Che figura...Il Commissario impugna la legge bavaglio sull'editoria in Sicilia

 La legge sugli aiuti all'editoria siciliana, nata essenzialmente con due scopi, allungare l'agonia di Giornale di Sicilia e La Sicilia, in caduta libera, e mettere il bavaglio ai quotidiani on line e ai siti internet, rischia di avere vita breve. Il commissario dello Stato per la Regione Siciliana ha impugnato infatti la legge che era stata approvata dall’Assemblea regionale siciliana lo scorso 3 dicembre.

La censura del commissario riguarda, in particolare, due aspetti previsti nella legge intitolata “Norme per la promozione ed il sostegno delle imprese dell’informazione locale”. Si tratta gli articoli 6, 6° comma e 11 rispetto ai quali il prefetto Aronica eccepisce in particolare una violazione degli articoli 81 della Costituzione e 14 dello stesso Statuto speciale della Regione siciliana.

In parole semplici il Commissario dello Stato interviene due due fronti: blocca per mancanza di copertura economica per gli anni successivi al 2013, quindi dal prossimo anno in poi, i contributi all’abbattimento degli interessi e le prestazioni di garanzia su operazioni finanziarie destinate a coprire i nuovi investimenti, e la pubblicizzazione dei bandi di gara degli appalti pubblici.

In secondo luogo blocca complessivamente la previsione dell’articolo 11 che obbligava le amministrazioni a pubblicizzare i propri appalti oltre che su due quotidiani nazionali anche su due mezzi di informazione locale. Questo stesso articolo prevedeva i requisiti richiesti alle testate per accedere ai contributi. per questo specifico articolo il Commissario rileva che lederebbe il principio della libera concorrenza in ambito comunitario in particolare nel settore dei lavori pubblici. Facendo un passo indietro la mancata copertura viene promossa in base ad un tecnicismo.
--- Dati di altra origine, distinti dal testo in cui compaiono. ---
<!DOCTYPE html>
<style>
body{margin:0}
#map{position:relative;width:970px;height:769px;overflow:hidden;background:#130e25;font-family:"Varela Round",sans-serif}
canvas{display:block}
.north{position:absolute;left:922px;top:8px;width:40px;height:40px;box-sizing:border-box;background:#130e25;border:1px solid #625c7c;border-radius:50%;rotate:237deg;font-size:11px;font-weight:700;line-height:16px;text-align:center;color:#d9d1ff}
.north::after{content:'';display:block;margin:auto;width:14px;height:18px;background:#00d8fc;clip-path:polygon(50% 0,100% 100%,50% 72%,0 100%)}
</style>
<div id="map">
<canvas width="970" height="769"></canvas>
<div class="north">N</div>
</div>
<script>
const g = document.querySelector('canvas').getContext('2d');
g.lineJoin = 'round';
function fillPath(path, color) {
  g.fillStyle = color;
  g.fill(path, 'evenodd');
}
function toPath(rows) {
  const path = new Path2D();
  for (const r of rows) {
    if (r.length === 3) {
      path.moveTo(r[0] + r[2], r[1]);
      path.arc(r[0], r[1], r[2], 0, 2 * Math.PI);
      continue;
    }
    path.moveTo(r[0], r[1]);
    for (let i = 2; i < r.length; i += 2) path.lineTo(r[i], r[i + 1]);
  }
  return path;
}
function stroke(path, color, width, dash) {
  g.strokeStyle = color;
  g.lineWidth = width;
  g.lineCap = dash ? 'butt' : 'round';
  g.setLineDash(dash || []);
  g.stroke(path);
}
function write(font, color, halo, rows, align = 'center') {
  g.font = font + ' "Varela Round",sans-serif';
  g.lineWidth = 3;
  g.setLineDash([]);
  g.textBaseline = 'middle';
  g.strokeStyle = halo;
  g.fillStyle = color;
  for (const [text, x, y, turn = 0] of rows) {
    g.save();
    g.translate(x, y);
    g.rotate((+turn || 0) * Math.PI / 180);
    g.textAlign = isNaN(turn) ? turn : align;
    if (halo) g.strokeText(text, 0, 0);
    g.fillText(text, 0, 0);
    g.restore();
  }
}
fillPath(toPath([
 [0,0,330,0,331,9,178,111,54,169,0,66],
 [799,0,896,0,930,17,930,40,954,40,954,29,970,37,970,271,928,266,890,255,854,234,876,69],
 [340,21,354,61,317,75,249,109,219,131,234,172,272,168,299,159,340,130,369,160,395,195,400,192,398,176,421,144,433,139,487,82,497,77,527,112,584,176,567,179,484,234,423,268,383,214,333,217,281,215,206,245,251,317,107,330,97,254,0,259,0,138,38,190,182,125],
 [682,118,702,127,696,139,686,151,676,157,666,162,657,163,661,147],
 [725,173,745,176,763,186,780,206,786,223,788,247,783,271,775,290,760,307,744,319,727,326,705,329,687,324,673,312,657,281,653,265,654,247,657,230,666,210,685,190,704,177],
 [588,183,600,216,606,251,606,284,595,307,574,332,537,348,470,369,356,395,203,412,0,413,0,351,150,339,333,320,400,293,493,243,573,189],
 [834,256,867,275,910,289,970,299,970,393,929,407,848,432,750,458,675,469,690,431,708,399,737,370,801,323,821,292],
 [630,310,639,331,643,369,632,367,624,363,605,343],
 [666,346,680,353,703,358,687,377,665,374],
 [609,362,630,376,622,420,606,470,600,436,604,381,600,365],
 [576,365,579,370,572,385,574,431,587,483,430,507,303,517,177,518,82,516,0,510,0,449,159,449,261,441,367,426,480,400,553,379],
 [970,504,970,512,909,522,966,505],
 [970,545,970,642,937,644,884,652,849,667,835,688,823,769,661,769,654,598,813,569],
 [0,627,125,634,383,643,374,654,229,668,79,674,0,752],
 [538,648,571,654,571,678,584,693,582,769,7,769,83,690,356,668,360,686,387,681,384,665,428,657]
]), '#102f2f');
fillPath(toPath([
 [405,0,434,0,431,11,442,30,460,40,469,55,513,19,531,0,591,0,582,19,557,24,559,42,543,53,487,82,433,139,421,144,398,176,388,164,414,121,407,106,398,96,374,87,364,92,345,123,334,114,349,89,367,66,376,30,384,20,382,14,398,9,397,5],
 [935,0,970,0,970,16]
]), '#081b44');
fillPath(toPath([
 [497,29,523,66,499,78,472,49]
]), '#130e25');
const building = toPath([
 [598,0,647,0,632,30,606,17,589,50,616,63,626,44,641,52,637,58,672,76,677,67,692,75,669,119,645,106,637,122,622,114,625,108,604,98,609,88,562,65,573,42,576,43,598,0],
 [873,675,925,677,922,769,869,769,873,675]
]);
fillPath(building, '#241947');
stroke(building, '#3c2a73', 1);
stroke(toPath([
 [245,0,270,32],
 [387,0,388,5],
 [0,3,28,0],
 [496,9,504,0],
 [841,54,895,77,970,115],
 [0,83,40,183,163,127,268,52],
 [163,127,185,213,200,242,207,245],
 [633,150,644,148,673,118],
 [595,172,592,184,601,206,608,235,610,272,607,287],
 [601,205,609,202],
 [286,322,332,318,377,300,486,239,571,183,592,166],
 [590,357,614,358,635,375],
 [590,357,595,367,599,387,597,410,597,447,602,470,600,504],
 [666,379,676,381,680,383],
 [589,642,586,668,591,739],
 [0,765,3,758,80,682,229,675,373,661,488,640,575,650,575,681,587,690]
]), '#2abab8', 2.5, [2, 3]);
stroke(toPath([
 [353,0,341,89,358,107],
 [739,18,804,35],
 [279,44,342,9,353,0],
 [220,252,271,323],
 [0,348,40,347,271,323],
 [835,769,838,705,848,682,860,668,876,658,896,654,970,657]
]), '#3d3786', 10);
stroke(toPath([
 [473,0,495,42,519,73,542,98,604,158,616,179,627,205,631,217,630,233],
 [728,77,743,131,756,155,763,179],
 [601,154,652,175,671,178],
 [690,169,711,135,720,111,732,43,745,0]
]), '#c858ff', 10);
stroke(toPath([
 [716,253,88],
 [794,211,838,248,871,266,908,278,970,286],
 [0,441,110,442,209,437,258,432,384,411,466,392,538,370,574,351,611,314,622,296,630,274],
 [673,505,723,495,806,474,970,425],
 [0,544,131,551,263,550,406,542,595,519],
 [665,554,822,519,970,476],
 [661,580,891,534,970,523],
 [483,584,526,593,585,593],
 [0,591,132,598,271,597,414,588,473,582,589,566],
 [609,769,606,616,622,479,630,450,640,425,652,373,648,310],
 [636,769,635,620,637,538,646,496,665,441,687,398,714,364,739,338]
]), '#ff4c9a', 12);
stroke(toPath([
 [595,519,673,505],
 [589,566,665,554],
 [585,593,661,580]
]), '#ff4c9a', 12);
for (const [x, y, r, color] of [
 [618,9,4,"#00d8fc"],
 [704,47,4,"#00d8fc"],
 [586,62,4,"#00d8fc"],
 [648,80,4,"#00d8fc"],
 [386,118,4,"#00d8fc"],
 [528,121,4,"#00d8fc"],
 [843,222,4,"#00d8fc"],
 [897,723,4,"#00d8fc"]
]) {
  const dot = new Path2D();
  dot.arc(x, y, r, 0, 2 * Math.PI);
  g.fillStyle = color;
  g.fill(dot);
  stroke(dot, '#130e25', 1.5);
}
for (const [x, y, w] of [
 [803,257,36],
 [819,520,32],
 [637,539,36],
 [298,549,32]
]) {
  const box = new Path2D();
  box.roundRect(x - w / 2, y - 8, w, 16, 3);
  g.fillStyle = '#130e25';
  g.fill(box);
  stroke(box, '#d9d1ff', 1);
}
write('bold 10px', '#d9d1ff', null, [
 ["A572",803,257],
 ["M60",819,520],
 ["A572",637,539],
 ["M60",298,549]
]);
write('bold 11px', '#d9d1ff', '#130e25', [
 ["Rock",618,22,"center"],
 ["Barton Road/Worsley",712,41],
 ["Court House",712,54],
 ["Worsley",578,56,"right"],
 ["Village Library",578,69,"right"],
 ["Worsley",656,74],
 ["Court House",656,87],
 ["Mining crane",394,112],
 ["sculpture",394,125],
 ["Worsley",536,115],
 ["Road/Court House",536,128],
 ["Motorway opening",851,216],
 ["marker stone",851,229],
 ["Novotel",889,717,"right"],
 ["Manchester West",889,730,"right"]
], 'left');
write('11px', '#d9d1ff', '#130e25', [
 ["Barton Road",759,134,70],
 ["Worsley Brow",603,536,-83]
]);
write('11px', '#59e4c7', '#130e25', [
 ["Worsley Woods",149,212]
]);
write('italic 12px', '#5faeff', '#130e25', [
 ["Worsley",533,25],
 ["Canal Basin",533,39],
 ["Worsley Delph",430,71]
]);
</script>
La legge prevede che si coprano le spese con i fondi della programmazione comunitaria 2014/2020 ma non quantifica queste spese.

Secondo il Commissario dello Stato la mancata quantificazione dell’onere sarebbe, già di per se, motivo di impugnativa perché la legge non rispetterebbe le prescrizioni sul corretto uso dei fondi pubblici. In secondo luogo il Commissario riconosce che la previsione di spesa sarebbe coerente con l’uso dei fondi ma le risorse indicate “non possono che considerarsi indicative fino all’approvazione dei relativi documenti programmatici – scrive Aronica – e, pertanto, non ci si può esimere dal rilevare la inidoneità della copertura finanziaria prevista, atteso che la norma proposta impegna per il futuro risorse oggetto di procedure di allocazione specificatamente stabilite dalla normativa comunitaria (peraltro tuttora in itinere) e non preventivamente vincolabili in ambito nazionale”.

Anche se l’impugnativa riguarda solo un articolo e un comma di altro articolo di fatto la norma viene svuotata di ogni contenuto che era stato inserito in sede di approvazione in aula e torna praticamente alla sua forma originale, quella della proposta di legge.